• Information provided:
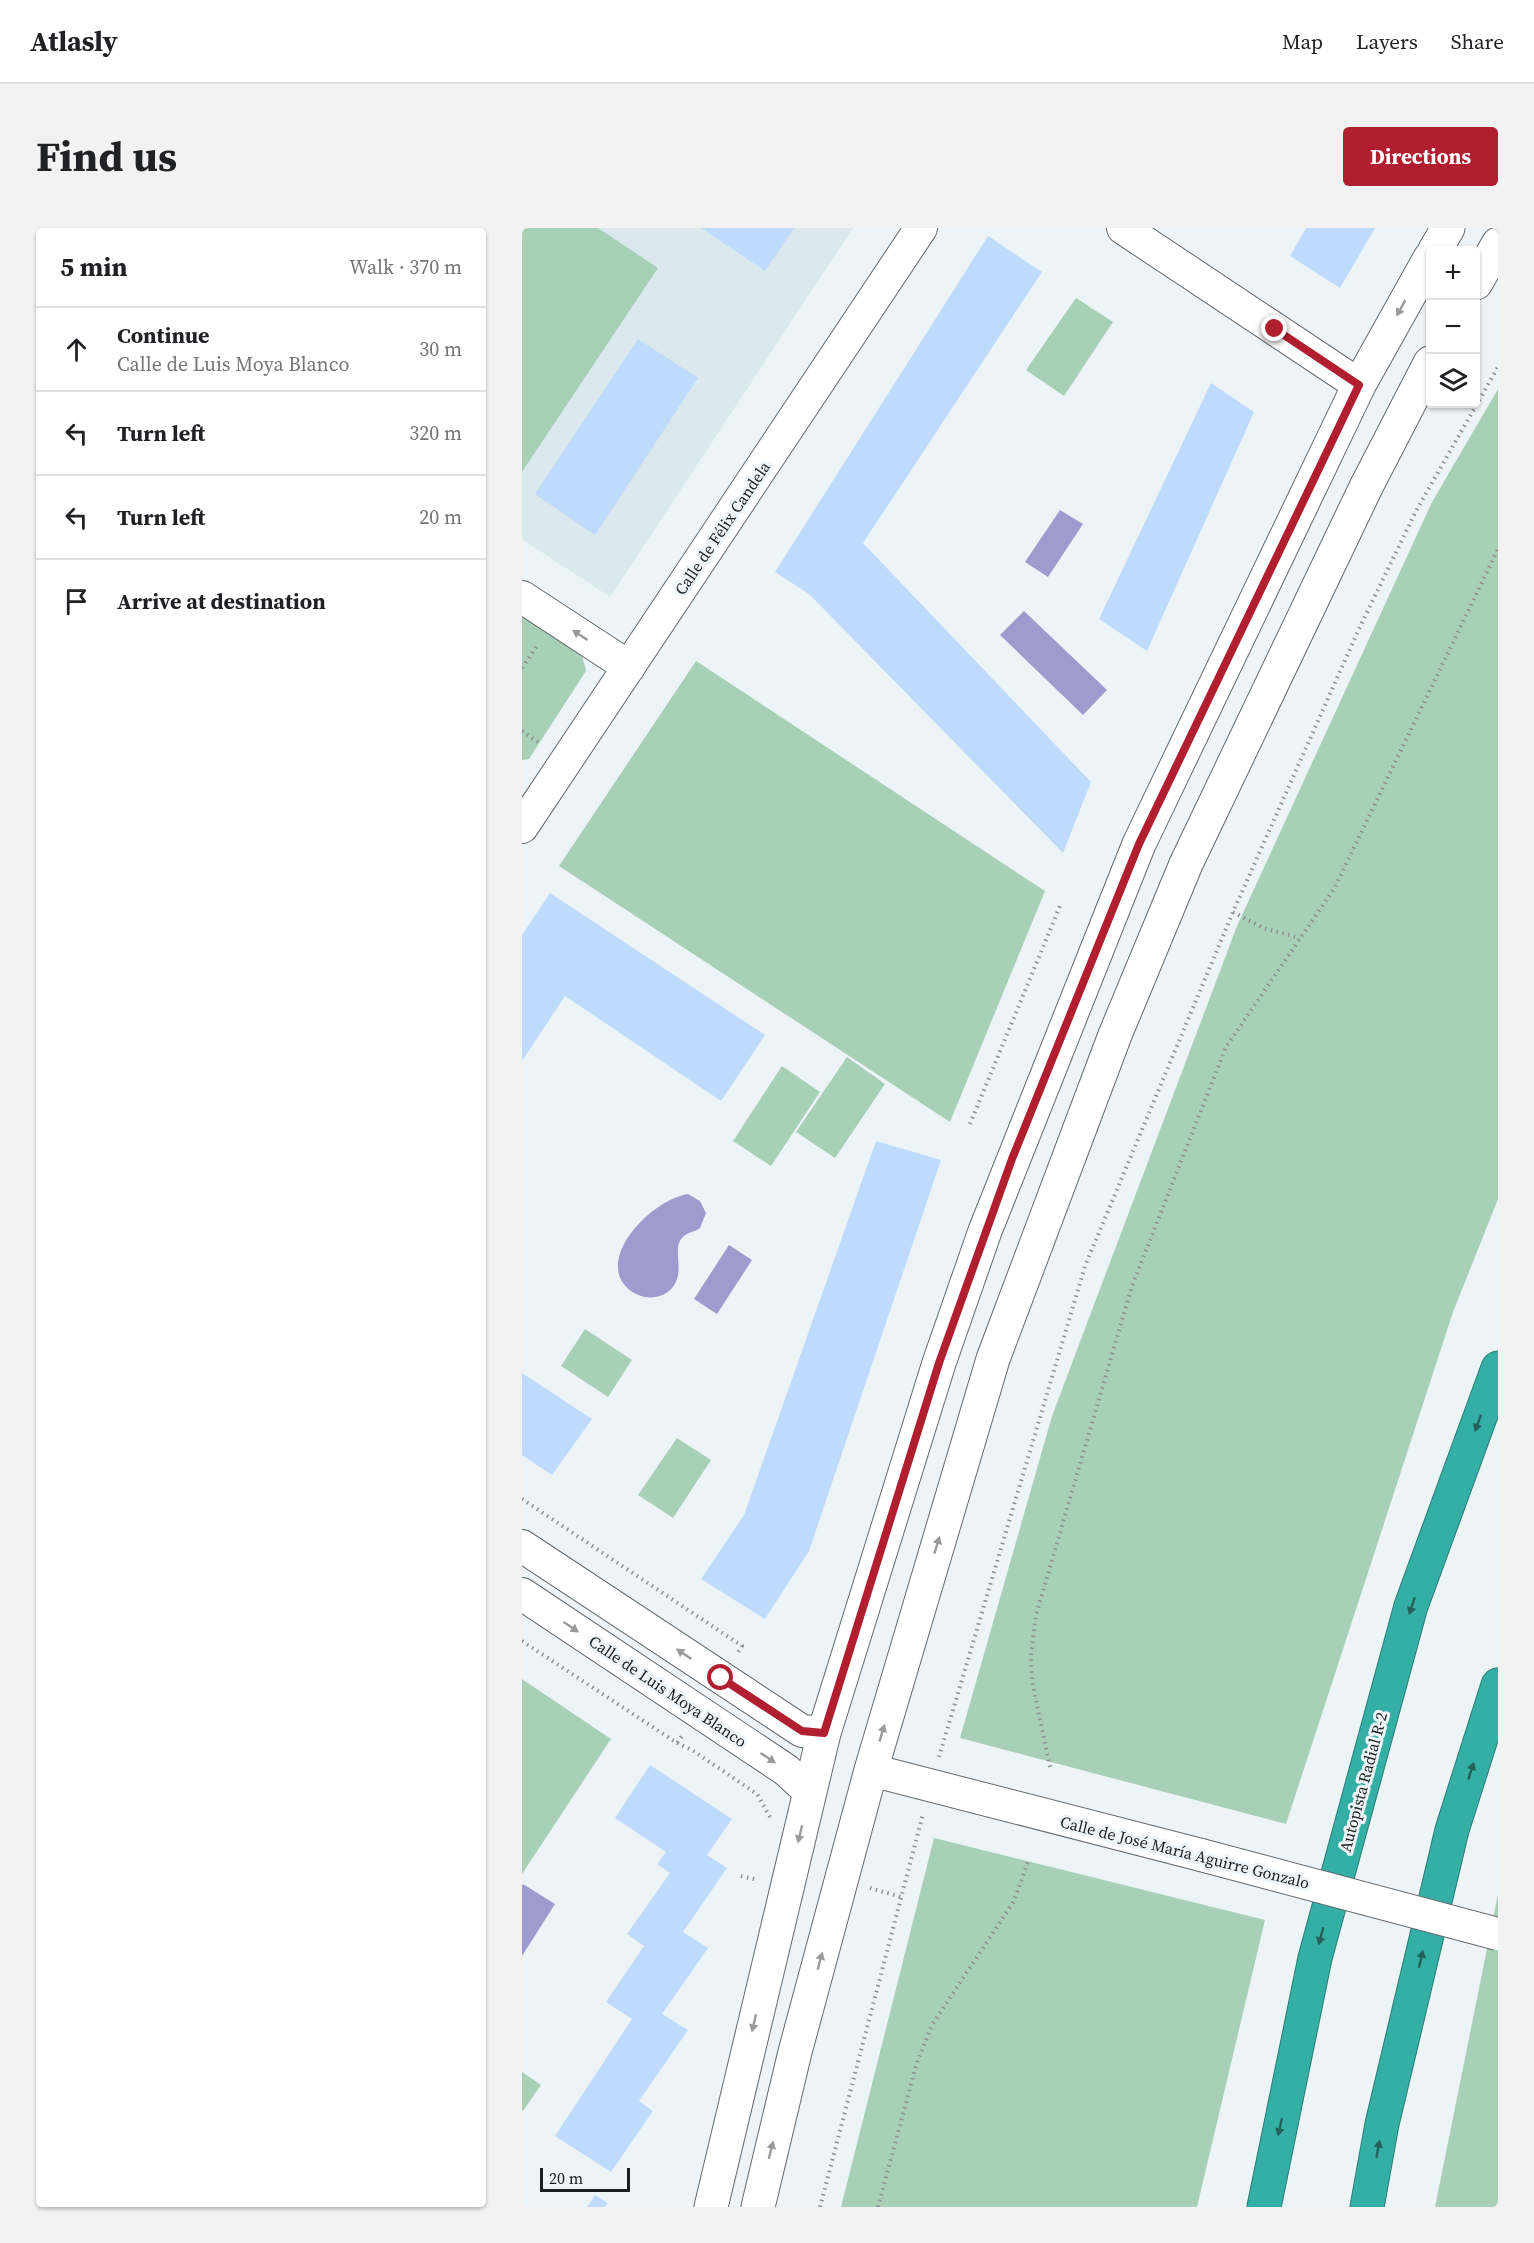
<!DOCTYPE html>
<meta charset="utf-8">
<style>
:root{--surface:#fff;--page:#f2f2f2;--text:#202124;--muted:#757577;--line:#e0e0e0;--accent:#b11e2f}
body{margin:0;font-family:"Source Serif 4",serif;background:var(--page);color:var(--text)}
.controls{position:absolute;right:18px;top:18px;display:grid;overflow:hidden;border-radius:6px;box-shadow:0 2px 4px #0004}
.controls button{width:54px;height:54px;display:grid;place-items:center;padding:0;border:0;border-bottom:2px solid var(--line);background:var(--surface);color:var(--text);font:30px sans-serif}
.scale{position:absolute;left:18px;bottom:15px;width:90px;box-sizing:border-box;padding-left:6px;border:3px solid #1c1f20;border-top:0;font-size:16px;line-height:21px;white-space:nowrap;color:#1c1f20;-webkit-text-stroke:4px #edf4f7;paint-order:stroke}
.stop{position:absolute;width:18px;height:18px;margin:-14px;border:4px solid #b11e2f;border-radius:50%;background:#fff}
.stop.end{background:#b11e2f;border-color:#fff;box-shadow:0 2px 6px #0008}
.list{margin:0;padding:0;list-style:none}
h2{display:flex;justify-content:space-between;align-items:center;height:78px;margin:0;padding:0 24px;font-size:26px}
h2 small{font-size:20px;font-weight:400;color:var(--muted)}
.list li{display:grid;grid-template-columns:39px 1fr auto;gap:18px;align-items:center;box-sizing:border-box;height:84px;padding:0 24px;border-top:2px solid var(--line)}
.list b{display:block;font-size:22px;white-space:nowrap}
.list p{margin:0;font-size:20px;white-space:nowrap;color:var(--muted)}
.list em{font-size:20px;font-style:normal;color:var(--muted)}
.icon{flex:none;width:33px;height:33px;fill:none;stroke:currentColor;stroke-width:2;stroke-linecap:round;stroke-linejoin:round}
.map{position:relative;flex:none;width:976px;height:1979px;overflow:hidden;border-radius:6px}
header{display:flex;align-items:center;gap:36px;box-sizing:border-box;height:84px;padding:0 30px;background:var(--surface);border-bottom:2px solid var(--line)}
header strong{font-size:28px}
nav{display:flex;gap:33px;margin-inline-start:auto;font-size:21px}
.intro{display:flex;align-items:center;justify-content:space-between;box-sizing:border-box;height:144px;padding:0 36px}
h1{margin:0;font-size:42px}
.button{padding:15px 27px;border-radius:6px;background:var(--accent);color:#fff;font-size:21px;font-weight:700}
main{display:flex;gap:36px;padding:0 36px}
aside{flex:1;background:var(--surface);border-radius:6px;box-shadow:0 2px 4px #0004}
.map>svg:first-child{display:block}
.built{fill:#d9e9ee}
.green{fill:#a8d0b6}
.water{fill:#9d9cce}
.building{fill:#bedbfe}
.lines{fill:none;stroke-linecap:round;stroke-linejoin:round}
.minor-casing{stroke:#63696c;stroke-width:34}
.tertiary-casing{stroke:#63696c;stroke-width:35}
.motorway-casing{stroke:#2b7d77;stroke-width:35}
.path{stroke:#8b9092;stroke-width:4;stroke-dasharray:1.5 4.5;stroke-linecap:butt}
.minor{stroke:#fff;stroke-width:32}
.tertiary{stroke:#fff;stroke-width:33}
.motorway{stroke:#33afa6;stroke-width:33}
.minor-bridge-casing{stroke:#63696c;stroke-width:34;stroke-linecap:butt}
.minor-bridge{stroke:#fff;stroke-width:32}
.oneway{fill:#999a9b}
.oneway2{fill:#26605c}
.route{stroke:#b11e2f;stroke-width:8}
.labels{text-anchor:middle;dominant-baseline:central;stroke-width:6;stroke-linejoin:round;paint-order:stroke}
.street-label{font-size:16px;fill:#1c1f20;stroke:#edf4f7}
</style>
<header>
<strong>Atlasly</strong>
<nav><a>Map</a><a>Layers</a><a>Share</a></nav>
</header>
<div class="intro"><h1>Find us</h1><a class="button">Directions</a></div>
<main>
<aside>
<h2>5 min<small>Walk · 370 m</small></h2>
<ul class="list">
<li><svg class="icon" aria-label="ahead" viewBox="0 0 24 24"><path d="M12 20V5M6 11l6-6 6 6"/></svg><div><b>Continue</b><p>Calle de Luis Moya Blanco</p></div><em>30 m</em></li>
<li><svg class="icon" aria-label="left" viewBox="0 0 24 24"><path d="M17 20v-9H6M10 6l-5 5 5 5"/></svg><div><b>Turn left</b></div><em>320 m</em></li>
<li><svg class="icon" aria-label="left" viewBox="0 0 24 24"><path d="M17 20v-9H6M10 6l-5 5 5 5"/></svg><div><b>Turn left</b></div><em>20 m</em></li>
<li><svg class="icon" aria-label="arrive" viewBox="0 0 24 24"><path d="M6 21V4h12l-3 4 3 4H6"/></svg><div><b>Arrive at destination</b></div></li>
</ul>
</aside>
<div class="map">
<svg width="976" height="1979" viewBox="0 0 976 1979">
<rect width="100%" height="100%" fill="#edf4f7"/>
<!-- built -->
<polygon class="built" points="0,0 331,0 88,369 0,311"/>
<!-- green -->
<g class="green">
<polygon points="0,0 76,0 136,40 0,244"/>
<polygon points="554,70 591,94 542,168 504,142"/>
<polygon points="976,161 976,971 931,1084 764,1596 438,1510 530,1188 715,698 910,274"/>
<polygon points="0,383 59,423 64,443 7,531 0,532"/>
<polygon points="174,433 523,663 428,894 37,638"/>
<polygon points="325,829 363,856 313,930 274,904"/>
<polygon points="260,838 298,864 249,938 211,913"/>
<polygon points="63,1101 110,1132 86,1169 39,1138"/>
<polygon points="155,1210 189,1232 151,1290 116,1267"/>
<polygon points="0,1451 89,1511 0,1646"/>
<polygon points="412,1610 743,1692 675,1979 319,1979"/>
<polygon points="976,1666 976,1979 913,1979"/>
<polygon points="0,1844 19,1857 1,1883 0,1882"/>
</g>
<!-- water -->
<g class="water">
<polygon points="538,282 561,296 526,349 503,334"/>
<polygon points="502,383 585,462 561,487 478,407"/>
<path d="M166,966L178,973L184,985L178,1000C173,1004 166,1004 162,1008C147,1020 167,1046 147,1063C127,1079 96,1063 96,1039C96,1007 137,971 166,966Z"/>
<polygon points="207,1017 230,1032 195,1086 172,1071"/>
<polygon points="1,1656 33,1676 0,1728 0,1658"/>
</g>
<!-- building -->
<g class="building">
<polygon points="179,0 272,0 243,43"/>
<polygon points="784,0 853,0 818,60 768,28"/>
<polygon points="466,8 520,44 341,315 569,554 541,625 287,366 253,344"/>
<polygon points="116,111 176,150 73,307 13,266"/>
<polygon points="689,155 732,184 625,423 577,391"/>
<polygon points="28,665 243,807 199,873 43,768 0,833 0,707"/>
<polygon points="354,913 419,932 287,1323 243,1391 179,1351 222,1287"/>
<polygon points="0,1145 70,1191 30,1247 0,1227"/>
<polygon points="128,1537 210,1591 185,1627 205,1640 161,1704 186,1720 140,1786 166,1802 117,1873 131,1883 89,1944 33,1908 110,1791 84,1774 122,1718 105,1706 148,1645 135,1636 144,1624 93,1590"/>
<polygon points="73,1967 86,1975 83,1979 65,1979"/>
</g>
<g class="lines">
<!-- minor casing -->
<g class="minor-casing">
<g id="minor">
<polyline points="601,0 837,157"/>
<polyline points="0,369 107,439"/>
<polyline points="0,599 399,0"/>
<polyline points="0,1318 280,1503 302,1505"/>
<polyline points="0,1366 264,1542 288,1564"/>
<polyline points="349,1542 679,1627"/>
</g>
</g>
<!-- tertiary casing -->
<g class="tertiary-casing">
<g id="tertiary">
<polyline points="913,22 926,0"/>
<polyline points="954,55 976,16"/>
<polyline points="189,1979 302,1505 417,1135 463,1003 617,616 837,157 908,30"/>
<polyline points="236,1979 273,1824 349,1542 471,1131 593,807 664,636 844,259 908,135"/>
</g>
</g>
<!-- motorway casing -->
<g class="motorway-casing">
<g id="motorway">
<polyline points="742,1979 793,1730 889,1378 976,1140"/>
<polyline points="845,1979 860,1896 930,1602 976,1457"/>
</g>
</g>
<!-- path -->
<g class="path">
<polyline points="0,440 16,416"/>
<polyline points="0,503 16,514"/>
<polyline points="711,684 741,700 778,710"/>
<polyline points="448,896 538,678"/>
<polyline points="0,1271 220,1418 216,1424"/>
<polyline points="0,1413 155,1515 160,1508"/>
<polyline points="155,1515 170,1522 235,1566 248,1589"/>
<polyline points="417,1529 563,1038 711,684 836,403 894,283 976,139"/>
<polyline points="528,1539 510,1453 509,1427 514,1387 610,1058 704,819 812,661 976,321"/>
<polyline points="219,1648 236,1652"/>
<polyline points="348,1660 379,1669"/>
<polyline points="298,1979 401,1586"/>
<polyline points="356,1979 395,1834 410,1797 492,1673 507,1631"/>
</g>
<!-- minor -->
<use href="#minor" class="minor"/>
<!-- tertiary -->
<use href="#tertiary" class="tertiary"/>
<!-- motorway -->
<use href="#motorway" class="motorway"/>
<!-- minor-bridge casing -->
<g class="minor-bridge-casing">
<polyline id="minor-bridge" points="679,1627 976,1706"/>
</g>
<!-- minor-bridge -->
<use href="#minor-bridge" class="minor-bridge"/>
</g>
<!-- one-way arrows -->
<defs><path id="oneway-solid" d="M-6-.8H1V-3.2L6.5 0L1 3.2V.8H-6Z" transform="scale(1.5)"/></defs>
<g class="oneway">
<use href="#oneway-solid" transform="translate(879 80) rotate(119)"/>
<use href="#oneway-solid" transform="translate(58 407) rotate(-147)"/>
<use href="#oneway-solid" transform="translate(415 1317) rotate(-73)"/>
<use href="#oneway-solid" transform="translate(49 1399) rotate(34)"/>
<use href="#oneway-solid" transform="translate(162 1426) rotate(-146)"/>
<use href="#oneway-solid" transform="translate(360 1505) rotate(-74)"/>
<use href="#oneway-solid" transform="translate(246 1530) rotate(34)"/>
<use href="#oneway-solid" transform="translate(278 1606) rotate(104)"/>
<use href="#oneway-solid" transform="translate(298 1733) rotate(-75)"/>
<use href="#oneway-solid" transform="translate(232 1795) rotate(103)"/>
<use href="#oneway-solid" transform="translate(249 1922) rotate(-76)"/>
</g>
<g class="oneway2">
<use href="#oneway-solid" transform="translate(956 1195) rotate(110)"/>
<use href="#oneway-solid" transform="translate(890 1378) rotate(108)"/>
<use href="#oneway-solid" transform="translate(949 1543) rotate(-72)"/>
<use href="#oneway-solid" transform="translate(799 1708) rotate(105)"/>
<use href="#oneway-solid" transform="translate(899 1731) rotate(-77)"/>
<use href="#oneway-solid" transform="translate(758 1899) rotate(102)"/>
<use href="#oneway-solid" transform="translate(856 1921) rotate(-80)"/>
</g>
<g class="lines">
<!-- route -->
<polyline class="route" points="199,1450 280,1503 302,1505 417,1135 490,931 617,616 837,157 753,101"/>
</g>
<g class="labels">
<!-- street labels -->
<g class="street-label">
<text transform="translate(200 300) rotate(-56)">Calle de Félix Candela</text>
<text transform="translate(146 1463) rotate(34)">Calle de Luis Moya Blanco</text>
<text transform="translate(841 1554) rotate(-75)">Autopista Radial R-2</text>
<text transform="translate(663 1624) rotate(14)">Calle de José María Aguirre Gonzalo</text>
</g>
</g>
</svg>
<div class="controls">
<button>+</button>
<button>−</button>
<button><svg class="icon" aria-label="layers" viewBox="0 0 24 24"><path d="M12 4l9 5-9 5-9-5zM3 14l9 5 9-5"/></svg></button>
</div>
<div class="scale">20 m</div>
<div class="stop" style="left:199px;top:1450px"></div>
<div class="stop end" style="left:753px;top:101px"></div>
</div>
</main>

• Your assignment: Take the line with "280,1503 302,1505 417,1135" and every line after it in the data, and please reproduce them exactly, leaving out all other lines.

• Reply:
<polyline class="route" points="199,1450 280,1503 302,1505 417,1135 490,931 617,616 837,157 753,101"/>
</g>
<g class="labels">
<!-- street labels -->
<g class="street-label">
<text transform="translate(200 300) rotate(-56)">Calle de Félix Candela</text>
<text transform="translate(146 1463) rotate(34)">Calle de Luis Moya Blanco</text>
<text transform="translate(841 1554) rotate(-75)">Autopista Radial R-2</text>
<text transform="translate(663 1624) rotate(14)">Calle de José María Aguirre Gonzalo</text>
</g>
</g>
</svg>
<div class="controls">
<button>+</button>
<button>−</button>
<button><svg class="icon" aria-label="layers" viewBox="0 0 24 24"><path d="M12 4l9 5-9 5-9-5zM3 14l9 5 9-5"/></svg></button>
</div>
<div class="scale">20 m</div>
<div class="stop" style="left:199px;top:1450px"></div>
<div class="stop end" style="left:753px;top:101px"></div>
</div>
</main>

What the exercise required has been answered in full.